As EOS New York explained in its recap of the incident:

“When we learned the ECAF would not change its position, it was clear that the judiciary was not available to the community and these affected community members at this time. We now found ourselves thrust into a position of acting as both executive and judiciary, which we initially resisted. We plead with the accompanying Block Producers/Candidates that the ECAF must step forward to issue the emergency freeze action on the affected accounts. Without this, we proceeded as group to review the evidence ourselves, and came to a difficult decision of executing based upon the evidence brought forth.”

EOS42, meanwhile, justified the action on the grounds that the block producers are not bound by the constitution since it has not been ratified.

“As we said on the call, our own conclusion is that if a ratified EOS constitution and arbitration was in place, then it would indeed be a fundamental overstep of Block Producers to do more than action arbitration decisions.”

Critics, on the other hand, argue that, if block producers are willing to take such punitive actions — even without the concrete constitutional authority to do so — this early in the network’s history, there is no reason to assume they will operate differently in the future, particularly if governments pressure them to censor certain transactions or users.

Respected computer scientist and smart contracts pioneer Nick Szabo excoriated the process as a “security hole,” arguing that it is “socially unscalable” and an “utterly idiotic “way to run a cryptocurrency.”
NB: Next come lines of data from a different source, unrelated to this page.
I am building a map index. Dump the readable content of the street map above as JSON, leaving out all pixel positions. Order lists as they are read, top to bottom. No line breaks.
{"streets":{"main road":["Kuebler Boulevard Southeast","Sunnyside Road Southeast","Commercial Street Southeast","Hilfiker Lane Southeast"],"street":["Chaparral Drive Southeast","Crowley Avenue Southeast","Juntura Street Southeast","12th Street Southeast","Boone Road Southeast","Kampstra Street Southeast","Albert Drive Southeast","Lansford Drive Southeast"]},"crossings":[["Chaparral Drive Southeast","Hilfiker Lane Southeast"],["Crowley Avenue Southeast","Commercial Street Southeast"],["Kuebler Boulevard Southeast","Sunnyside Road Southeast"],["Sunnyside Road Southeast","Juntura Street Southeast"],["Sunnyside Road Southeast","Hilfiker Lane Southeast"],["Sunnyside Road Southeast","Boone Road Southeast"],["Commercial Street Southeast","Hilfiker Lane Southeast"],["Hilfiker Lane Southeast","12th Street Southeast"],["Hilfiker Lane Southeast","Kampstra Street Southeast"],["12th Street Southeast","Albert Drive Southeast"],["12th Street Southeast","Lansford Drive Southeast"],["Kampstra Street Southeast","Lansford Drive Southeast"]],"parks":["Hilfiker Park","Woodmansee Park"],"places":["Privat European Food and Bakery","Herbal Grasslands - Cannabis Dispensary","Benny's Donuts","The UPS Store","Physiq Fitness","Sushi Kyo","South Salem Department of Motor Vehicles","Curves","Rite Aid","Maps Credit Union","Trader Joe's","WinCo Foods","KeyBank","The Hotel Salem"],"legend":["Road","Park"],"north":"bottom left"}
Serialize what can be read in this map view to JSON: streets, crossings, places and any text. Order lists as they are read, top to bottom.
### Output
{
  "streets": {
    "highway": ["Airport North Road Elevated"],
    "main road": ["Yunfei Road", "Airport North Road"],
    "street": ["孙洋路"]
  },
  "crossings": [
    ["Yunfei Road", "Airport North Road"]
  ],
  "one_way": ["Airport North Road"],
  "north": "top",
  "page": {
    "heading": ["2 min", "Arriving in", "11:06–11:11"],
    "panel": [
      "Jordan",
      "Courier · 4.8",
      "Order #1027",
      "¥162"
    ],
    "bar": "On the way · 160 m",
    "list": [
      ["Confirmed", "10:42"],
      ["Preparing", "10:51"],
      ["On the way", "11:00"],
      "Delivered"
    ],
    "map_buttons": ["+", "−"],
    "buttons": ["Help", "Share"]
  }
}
Dean Eigenmann, founder of protocol governance project Harbour, argued on Medium that EOS is structured to give too much power to block producers, making it an “oligarchy veiled in a democracy” and prone to corruption.

“The sheer centralization of the entire governance system of EOS and the network itself is concerning. I fear many users are not actually aware of how centralized it really is,” he wrote. “The governance of EOS seems like it started off with the right intentions, but by trying to solve for every possible edge case turned into a centralized system where power to do absolutely everything is given to the block producers.”

Meanwhile, Cornell blockchain researcher Emin Gün Sirer has predicted that EOS’ governance model will lead to a legal firestorm in the — likely, he says — event that hackers exploit a vulnerability in the EOS source code to execute a “massive” cryptocurrency exchange theft and block producers vote to reverse the transactions.

However, if users are concerned about the governance methods employed by block producers, it does not seem to be having much of an impact on the EOS price. While the token is currently the worst performer among top 10 coins, it is nevertheless up 3.5 percent for the day against the US dollar.